This is being reported as some great boon for Louisiana’s environment, but it most assuredly is anything but. At one time Freeport-McMoRan had their corporate headquarters in downtown New Orleans, but that company is quickly devolving out of Louisiana altogether.
Several coastal parishes announced yesterday that they had reached a deal with mining company Freeport-McMoRan over claims that its aggressive drilling for oil damaged the state’s vanishing coast, a settlement that could lead to other agreements with energy giants as the state scrambles to stop its disastrous land loss.
In a tentative agreement with 12 parishes, Freeport-McMoRan said it would pay up to $100 million toward restoring the coast, although much of that total it could recoup through environmental credits, The New York Times reports.
Freeport-McMoRan is just one of 98 companies that have been sued in 46 lawsuits over coastal damage, according to John Carmouche, a lawyer representing eight of the 12 parishes that are part of the tentative agreement. But the deal is likely to blaze a trail for future negotiations between the parishes and industry leaders like ExxonMobil, Chevron, BP and Shell.
They’re not going to pay $100 million. Not even close. This was a one-call-does-it-all bullshit settlement. Freeport will cough up $15 million at the formal signing of the settlement, and then they’ll pay $4.25 million in 2023 and another $4.25 million in 2024, assuming the Legislature sets up a fund to receive the money. And the rest of the cash is “subject to contemporaneous reimbursements from the proceeds of the prior sales of environmental credits.”
What does that mean in English? It means that Freeport-McMoRan has plans to sell off whatever oil wells they still have in Louisiana, close down their New Orleans office and get the hell out of Louisiana by 2024. That’s what it means.
They’re paying $23.5 million in an exit fee to John Carmouche and that cabal of trial lawyers John Bel Edwards set loose on the oil and gas industry with those stupid coastal lawsuits, and they are getting clear of this place, which used to be their global headquarters not all that long ago, as fast as they can. And when someone calls then for that over $76 million, they’ll go straight to voice mail.
This was always the danger when those coastal lawsuits popped up – that one by one, the oil companies would look around and say “We could fight this, and we’ll win, but how much will it cost us and what do we really gain if we win?” And see Louisiana, with its lousy tax climate, oodles of political risk from stupid, corrupt politicians, the worst legal climate in America (or second worst, according to the latest U.S. Chamber of Commerce study), and realize that there’s lots of oil in lots of places with far less trouble.
And then make a low-ball settlement offer rather than fighting this thing, paying Carmouche his millions in legal fees and dumping a few shekels on the local greaseball politicians in those coastal parishes, and conducting a getaway of their jobs and remaining capital to a safer haven in Texas or New Mexico.

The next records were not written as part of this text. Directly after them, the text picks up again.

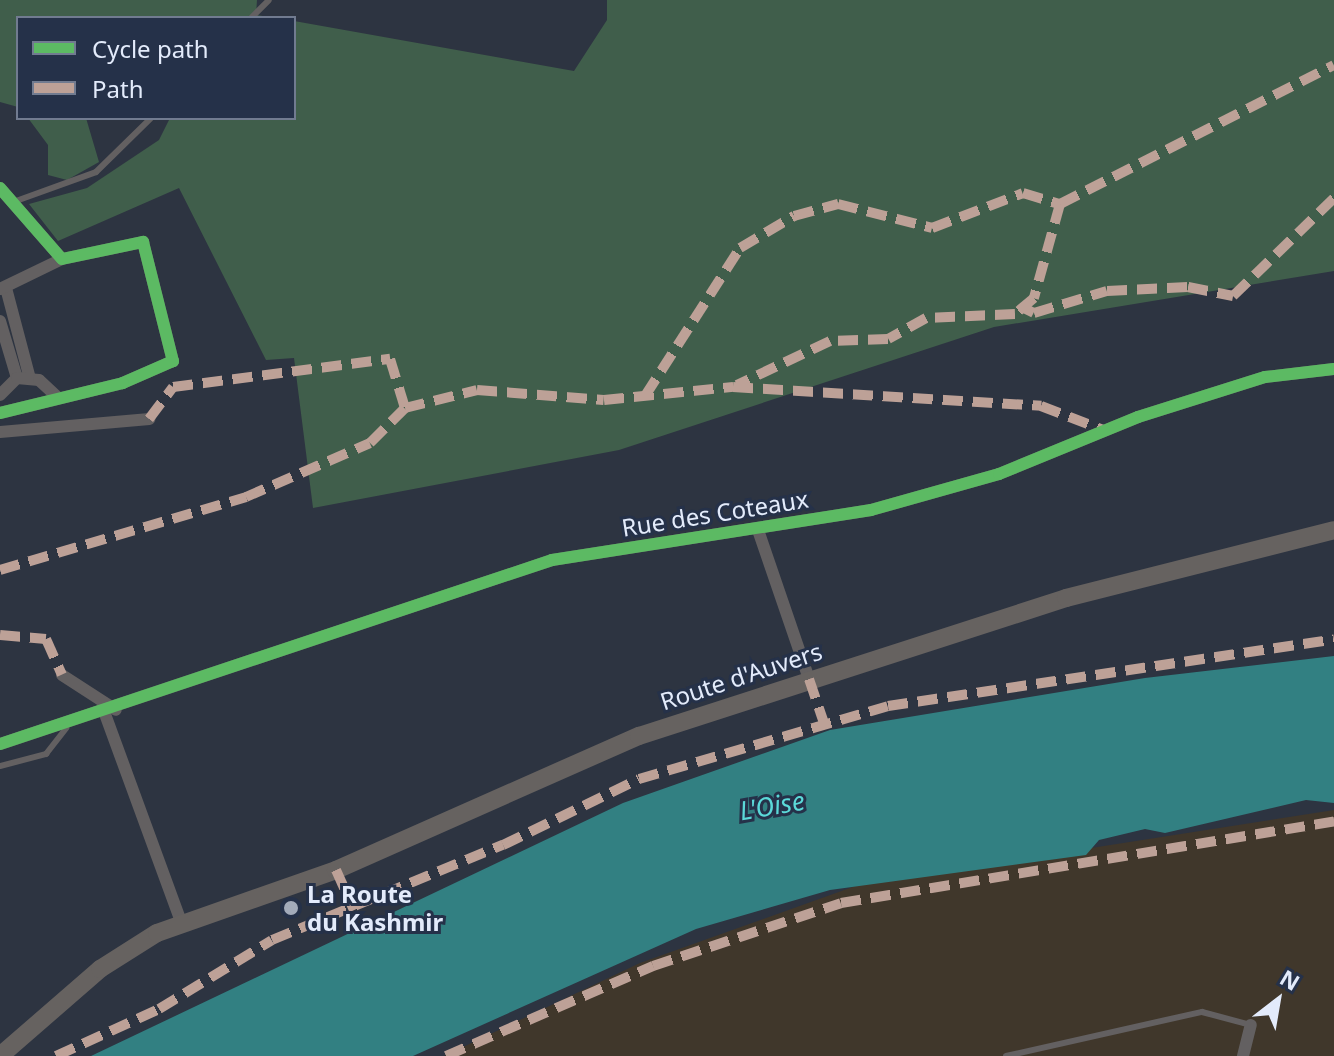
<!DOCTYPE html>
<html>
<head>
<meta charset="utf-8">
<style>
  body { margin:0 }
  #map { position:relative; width:1334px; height:1056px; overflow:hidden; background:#2d3441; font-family:"Noto Sans",sans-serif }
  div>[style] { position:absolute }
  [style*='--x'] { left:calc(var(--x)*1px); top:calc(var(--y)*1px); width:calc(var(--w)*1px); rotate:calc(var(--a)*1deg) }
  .industrial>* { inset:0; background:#40372b }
  .green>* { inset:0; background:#405e4b }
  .water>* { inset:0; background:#328082 }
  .lane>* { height:6px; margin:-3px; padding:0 3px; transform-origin:3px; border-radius:3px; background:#636061 }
  .street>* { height:12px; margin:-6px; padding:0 6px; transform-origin:6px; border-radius:6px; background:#636061 }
  .secondary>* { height:18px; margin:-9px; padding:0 9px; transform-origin:9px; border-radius:9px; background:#666260 }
  .quiet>* { height:10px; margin-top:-5px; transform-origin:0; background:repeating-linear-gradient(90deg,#bda197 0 20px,transparent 0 30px) }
  .cycleway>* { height:12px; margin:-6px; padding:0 6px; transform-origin:6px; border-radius:6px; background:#5cba63 }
  .dots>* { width:22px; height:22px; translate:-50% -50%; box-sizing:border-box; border:4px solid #253149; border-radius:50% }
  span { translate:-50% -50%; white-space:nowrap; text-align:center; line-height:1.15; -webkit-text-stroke:6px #253149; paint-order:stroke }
  .street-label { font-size:24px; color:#e3ebfb }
  .poi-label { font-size:24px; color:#e3ebfb; font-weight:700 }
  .left { translate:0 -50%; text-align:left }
  .water-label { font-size:26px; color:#5bd9d9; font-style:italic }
  .legend { position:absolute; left:16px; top:16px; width:280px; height:104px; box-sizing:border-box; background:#253149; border:2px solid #717b90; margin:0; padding:10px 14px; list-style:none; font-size:24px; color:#e3ebfb }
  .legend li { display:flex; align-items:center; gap:16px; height:40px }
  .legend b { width:40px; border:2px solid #717b90 }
  .north { position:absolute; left:1238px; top:960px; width:80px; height:80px; -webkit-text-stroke:6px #253149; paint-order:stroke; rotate:31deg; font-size:22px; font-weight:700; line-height:32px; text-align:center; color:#e3ebfb }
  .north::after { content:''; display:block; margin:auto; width:28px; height:36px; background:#e3ebfb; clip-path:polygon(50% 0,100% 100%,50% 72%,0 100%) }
</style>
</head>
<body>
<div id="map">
  <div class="industrial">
    <i style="clip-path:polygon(1334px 810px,1334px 1056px,444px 1056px,640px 963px,861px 884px)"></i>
  </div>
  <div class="green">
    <i style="clip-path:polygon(0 0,257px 0,256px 15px,276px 18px,18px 18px,18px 107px,0 102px)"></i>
    <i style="clip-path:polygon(607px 0,1334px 0,1334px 271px,994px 327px,619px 450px,313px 508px,294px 358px,266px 360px,179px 188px,58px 241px,29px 204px,87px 188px,159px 140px,170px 118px,294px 118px,294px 21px,574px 71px,607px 20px)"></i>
    <i style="clip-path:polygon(28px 118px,86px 118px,99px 162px,67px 180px,48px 175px,48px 145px)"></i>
  </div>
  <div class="water">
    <i style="clip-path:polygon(1334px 656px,1334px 803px,1306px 800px,1165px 833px,1145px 829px,1099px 840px,1086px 855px,830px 890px,696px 929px,413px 1056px,91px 1056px,623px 803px,830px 730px,1145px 678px)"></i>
  </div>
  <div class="lane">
    <i style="--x:251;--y:18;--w:25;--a:-45"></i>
    <i style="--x:16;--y:201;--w:85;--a:-19.9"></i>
    <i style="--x:96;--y:172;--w:77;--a:-44.5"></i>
    <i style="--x:0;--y:766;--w:48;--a:-14.6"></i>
    <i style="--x:46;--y:754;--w:33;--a:-52"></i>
    <i style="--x:1006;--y:1056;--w:201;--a:-12.7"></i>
    <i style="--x:1202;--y:1012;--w:51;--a:14.9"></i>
  </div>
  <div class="street">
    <i style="--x:0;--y:188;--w:94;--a:48.9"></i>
    <i style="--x:62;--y:259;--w:83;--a:-11.9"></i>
    <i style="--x:143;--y:242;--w:123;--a:75.9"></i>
    <i style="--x:173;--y:361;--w:55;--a:156.3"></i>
    <i style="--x:123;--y:383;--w:127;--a:166.3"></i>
    <i style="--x:6;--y:288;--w:94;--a:75.2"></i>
    <i style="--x:0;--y:289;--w:69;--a:-25.8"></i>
    <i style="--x:0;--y:321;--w:59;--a:73.4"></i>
    <i style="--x:0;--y:395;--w:24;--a:-45"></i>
    <i style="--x:17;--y:378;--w:22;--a:5"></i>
    <i style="--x:39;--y:380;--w:26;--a:43"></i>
    <i style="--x:0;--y:432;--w:150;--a:-5"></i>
    <i style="--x:758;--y:530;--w:157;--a:71.1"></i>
    <i style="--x:62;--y:675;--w:64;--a:32.9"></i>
    <i style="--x:105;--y:714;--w:221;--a:69.9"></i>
    <i style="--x:0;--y:744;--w:582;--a:-18.43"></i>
    <i style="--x:552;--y:560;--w:323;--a:-8.9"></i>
    <i style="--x:871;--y:510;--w:133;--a:-15.7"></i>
    <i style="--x:999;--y:474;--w:150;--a:-22.3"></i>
    <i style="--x:1138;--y:417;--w:133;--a:-17.5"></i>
    <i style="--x:1265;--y:377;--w:69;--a:-6.6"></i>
    <i style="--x:1243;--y:1056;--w:32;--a:-76"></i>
  </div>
  <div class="secondary">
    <i style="--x:0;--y:1056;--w:133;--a:-41"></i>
    <i style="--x:100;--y:969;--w:67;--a:-32.3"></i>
    <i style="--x:157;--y:933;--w:190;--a:-19.4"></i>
    <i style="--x:336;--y:870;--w:331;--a:-23.9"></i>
    <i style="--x:639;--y:736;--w:449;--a:-17.9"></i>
    <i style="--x:1066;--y:598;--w:276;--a:-14.2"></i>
  </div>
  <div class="quiet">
    <i style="--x:1060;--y:204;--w:307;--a:-26.9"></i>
    <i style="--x:1022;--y:307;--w:13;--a:27"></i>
    <i style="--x:1034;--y:313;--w:76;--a:-16.8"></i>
    <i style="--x:1107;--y:291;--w:81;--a:-2.8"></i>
    <i style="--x:1188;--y:287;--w:46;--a:11.3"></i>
    <i style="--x:1233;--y:296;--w:141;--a:-44.1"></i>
    <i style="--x:645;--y:396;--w:176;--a:-57.3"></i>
    <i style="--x:740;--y:248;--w:63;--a:-30.7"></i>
    <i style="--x:794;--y:216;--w:46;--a:-15.3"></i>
    <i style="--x:838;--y:204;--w:97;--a:14.3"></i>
    <i style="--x:932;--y:228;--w:97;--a:-21"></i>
    <i style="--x:1023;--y:193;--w:39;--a:17"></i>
    <i style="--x:1060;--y:204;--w:98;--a:105.5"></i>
    <i style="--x:1034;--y:298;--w:25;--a:140"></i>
    <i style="--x:1015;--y:314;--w:89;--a:177.4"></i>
    <i style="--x:926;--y:318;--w:43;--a:151.1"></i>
    <i style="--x:888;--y:339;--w:58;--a:178"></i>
    <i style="--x:830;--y:341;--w:103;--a:154.7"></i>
    <i style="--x:149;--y:419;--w:40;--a:-53"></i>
    <i style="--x:173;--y:387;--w:219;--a:-7.4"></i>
    <i style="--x:390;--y:359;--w:51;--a:73"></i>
    <i style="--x:0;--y:570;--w:257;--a:-16.5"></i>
    <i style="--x:246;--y:497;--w:135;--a:-23.5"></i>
    <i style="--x:370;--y:443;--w:49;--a:-45"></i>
    <i style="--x:405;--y:408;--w:74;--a:-14"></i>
    <i style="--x:477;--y:390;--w:127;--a:4.5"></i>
    <i style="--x:604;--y:400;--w:130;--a:-5.8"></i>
    <i style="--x:733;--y:387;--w:309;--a:3.5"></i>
    <i style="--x:1041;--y:406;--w:70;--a:21"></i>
    <i style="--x:0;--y:635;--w:46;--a:5"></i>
    <i style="--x:46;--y:639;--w:39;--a:66"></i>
    <i style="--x:809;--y:679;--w:50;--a:71.2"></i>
    <i style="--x:336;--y:870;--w:44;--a:65.8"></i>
    <i style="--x:56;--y:1056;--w:113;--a:-24.5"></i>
    <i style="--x:159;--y:1009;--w:132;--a:-31.4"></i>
    <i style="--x:272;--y:940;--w:250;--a:-22.4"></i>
    <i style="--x:503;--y:845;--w:151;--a:-25.9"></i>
    <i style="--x:639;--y:779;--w:259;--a:-16.3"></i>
    <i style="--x:888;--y:706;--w:451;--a:-8.5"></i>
    <i style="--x:446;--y:1056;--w:226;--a:-23.5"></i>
    <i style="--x:653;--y:966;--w:198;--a:-18.5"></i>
    <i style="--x:841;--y:903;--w:500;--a:-9.4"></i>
  </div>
  <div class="cycleway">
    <i style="--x:0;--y:188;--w:94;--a:48.9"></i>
    <i style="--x:62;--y:259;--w:83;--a:-11.9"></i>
    <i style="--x:143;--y:242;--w:123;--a:75.9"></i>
    <i style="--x:173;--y:361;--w:55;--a:156.3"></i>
    <i style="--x:123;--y:383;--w:127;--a:166.3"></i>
    <i style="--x:0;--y:744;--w:582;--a:-18.43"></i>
    <i style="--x:552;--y:560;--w:323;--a:-8.9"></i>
    <i style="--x:871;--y:510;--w:133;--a:-15.7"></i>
    <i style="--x:999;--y:474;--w:150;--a:-22.3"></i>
    <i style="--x:1138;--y:417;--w:133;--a:-17.5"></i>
    <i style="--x:1265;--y:377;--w:69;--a:-6.6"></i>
  </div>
  <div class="dots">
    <i style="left:291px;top:908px;background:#a3abba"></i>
  </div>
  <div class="street-label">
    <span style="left:715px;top:513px;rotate:-9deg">Rue des Coteaux</span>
    <span style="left:741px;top:676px;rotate:-18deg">Route d'Auvers</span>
  </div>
  <div class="poi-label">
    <span class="left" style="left:307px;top:908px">La Route<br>du Kashmir</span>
  </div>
  <div class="water-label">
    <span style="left:772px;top:806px;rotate:-10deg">L'Oise</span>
  </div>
  <ul class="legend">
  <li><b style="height:10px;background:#5cba63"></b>Cycle path</li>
  <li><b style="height:10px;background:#bda197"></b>Path</li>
  </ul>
  <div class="north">N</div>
</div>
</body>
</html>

Freeport-McMoRan is only the first of those companies. Shell and BP are almost certain to follow, though Shell would have a lot more work to do unwinding their presence here – you might just see them grease Edwards and his pals in the old-school Louisiana way.
Eventually, Edwards’ cabal of trial lawyers will become mega-rich and the state’s best industry, the one supporting some 250,000 Louisiana jobs, will wither away and die.
The Louisiana Oil and Gas Association and the Louisiana Mid-Continent Oil and Gas Association bashed this settlement in no uncertain terms, and rightly so…
“This is just the latest chapter in the trial lawyers’ playbook to shakedown Louisiana oil and gas companies for legally conducting production activities, which were encouraged by state incentives and carried out under rigorous state and federal regulations many decades ago.”
“This misguided effort to go back in time and rewrite history amounts to an all-out legal attack on the entire regulatory framework through which oil and gas operations have been conducted for nearly a century. Regardless of how one company may choose to handle their case, LOGA, LMOGA and our members remain confident these claims will not stand up in federal court.”
“Unfortunately, while this divisive litigation drags on— potentially for decades— the uncertainty and unpredictability created by it will continue to drive jobs, workers, families, and investments away from Louisiana. For example, Lafayette and Houma, two communities that once thrived in the energy sector, are now suffering some of the largest job losses in the nation. Many factors influence investment decisions, including the price of oil, but there’s no question the increased litigation risk created by these meritless lawsuits is having a major impact. Enough is enough.”
“Litigation has been ongoing for years and is nowhere close to resolution. At the same time, this litigation threatens the future of the oil and gas industry in Louisiana, which has been a critical driver of job creation, tax revenue, and economic growth in the state. Revenues generated by oil and gas production also provide more than 30 percent of the state’s funding for coastal restoration and hurricane protection projects.”
“Rather than supporting these trial lawyer-invented permit lawsuits, state and local officials should be working with industry to support oil and gas production, which will create much-needed jobs and generate even more funding for our coast.”
That’s the take from the people in the industry who are committed to staying here and keeping those jobs for Louisiana folks.
But if John Bel Edwards is the governor for four more years, that could be a dwindling number of die-hards. Which is a scary reality the state’s voters are going to have to recognize.